- Exercise goal: Go through the records and filter out every line lacking the word "Mihri"; copy the lines that remain.

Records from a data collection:
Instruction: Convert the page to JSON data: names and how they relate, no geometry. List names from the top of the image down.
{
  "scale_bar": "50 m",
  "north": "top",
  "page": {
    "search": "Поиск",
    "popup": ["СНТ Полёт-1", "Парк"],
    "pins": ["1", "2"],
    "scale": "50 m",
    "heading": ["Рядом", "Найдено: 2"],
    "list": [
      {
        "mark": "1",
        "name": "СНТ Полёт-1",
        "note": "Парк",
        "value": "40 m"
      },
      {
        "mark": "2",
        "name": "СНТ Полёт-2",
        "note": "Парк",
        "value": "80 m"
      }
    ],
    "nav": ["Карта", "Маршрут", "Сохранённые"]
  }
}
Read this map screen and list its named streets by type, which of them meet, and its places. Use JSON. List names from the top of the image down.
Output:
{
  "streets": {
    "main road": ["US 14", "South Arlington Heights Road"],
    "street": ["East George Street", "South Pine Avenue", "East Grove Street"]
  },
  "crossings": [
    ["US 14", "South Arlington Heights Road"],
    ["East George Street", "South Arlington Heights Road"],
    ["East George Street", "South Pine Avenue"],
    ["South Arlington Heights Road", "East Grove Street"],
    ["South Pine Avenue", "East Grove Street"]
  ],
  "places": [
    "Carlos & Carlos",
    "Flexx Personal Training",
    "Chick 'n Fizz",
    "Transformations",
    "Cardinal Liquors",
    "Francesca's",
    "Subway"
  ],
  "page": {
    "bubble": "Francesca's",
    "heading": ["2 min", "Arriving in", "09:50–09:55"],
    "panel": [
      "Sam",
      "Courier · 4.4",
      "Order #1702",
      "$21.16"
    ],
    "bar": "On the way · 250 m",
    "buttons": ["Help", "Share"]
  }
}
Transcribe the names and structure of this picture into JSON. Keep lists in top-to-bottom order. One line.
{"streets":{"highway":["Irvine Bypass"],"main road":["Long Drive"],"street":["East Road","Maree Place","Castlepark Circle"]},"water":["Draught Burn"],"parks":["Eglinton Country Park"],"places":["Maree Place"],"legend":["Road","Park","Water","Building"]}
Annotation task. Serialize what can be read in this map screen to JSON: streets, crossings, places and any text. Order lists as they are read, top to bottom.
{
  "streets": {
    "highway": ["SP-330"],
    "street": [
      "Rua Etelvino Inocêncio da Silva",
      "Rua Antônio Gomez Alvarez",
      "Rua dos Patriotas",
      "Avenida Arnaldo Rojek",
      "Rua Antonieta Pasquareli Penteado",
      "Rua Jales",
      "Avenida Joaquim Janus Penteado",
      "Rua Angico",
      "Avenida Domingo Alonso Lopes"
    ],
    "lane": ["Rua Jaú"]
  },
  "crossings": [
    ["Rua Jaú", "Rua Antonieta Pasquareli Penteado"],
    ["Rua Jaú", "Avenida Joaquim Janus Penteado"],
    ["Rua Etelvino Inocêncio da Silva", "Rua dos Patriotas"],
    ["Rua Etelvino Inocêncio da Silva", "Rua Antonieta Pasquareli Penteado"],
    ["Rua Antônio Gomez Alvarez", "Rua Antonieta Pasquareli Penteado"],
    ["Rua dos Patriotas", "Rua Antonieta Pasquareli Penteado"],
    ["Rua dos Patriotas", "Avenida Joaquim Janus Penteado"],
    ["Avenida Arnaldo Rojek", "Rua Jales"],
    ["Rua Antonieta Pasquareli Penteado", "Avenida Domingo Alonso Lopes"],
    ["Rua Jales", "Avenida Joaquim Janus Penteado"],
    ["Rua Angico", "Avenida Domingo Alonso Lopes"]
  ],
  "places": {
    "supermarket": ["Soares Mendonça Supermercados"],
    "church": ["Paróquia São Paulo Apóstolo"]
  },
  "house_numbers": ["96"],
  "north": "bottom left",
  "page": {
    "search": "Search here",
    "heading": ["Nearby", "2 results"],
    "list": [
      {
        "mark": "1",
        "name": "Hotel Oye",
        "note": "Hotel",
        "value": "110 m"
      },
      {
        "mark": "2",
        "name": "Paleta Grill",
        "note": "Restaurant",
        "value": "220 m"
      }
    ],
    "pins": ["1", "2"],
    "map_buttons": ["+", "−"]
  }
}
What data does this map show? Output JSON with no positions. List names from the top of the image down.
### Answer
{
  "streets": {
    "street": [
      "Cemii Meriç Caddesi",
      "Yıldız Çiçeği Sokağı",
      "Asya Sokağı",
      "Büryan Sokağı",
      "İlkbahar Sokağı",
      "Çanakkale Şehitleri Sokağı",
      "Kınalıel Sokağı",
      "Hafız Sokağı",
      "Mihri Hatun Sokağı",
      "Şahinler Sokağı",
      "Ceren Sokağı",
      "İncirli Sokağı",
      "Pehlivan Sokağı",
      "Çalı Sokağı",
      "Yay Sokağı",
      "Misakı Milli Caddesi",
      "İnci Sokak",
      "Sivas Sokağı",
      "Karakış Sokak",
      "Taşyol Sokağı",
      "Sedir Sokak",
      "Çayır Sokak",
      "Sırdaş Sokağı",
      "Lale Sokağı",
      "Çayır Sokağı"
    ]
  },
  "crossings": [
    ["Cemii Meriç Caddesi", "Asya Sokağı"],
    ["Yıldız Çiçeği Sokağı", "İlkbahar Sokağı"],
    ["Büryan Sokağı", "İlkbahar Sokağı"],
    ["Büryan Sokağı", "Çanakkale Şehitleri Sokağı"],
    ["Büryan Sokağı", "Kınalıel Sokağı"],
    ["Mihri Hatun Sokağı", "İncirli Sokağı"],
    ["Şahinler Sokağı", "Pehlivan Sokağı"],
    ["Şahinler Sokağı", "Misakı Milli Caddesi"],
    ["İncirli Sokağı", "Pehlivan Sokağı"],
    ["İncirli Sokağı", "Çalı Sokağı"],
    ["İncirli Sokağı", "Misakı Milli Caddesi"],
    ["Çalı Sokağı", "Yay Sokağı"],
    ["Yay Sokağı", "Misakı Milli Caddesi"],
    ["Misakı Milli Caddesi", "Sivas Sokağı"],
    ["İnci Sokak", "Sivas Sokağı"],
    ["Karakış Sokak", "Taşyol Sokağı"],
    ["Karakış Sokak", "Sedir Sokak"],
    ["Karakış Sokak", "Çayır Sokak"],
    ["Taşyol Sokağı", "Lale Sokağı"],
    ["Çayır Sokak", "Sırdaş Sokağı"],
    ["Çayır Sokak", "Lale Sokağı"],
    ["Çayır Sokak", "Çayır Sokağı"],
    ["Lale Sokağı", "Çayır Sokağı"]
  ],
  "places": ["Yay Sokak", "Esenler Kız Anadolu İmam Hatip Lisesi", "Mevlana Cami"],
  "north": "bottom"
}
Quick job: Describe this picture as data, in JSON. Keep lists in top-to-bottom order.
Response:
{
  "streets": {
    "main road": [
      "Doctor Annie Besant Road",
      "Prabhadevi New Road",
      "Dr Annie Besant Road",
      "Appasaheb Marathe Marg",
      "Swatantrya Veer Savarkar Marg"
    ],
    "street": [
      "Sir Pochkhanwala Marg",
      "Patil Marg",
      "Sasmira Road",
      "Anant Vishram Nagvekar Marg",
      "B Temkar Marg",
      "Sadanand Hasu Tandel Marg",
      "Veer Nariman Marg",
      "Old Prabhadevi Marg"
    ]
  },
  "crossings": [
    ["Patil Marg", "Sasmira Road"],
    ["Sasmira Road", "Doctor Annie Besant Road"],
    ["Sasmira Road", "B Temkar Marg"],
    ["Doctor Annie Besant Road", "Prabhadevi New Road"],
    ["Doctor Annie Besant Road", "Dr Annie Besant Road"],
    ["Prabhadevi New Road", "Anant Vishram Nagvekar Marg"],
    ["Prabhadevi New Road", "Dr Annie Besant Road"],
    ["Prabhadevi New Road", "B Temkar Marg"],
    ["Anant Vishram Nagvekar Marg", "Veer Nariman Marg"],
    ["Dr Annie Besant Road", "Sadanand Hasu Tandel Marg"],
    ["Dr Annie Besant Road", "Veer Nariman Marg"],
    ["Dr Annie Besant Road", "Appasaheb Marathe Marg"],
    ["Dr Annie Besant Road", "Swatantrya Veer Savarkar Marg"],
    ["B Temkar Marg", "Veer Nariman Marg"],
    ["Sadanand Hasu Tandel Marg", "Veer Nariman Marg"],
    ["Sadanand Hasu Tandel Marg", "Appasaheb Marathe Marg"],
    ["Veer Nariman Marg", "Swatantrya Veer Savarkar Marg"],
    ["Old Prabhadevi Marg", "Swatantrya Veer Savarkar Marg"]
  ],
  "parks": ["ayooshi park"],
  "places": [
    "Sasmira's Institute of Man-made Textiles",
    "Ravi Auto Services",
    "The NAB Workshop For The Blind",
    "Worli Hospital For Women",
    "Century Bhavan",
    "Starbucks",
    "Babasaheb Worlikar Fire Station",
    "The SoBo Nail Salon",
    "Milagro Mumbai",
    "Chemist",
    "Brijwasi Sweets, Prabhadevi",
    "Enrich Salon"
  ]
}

- Response below:
      "Mihri Hatun Sokağı",
    ["Mihri Hatun Sokağı", "İncirli Sokağı"],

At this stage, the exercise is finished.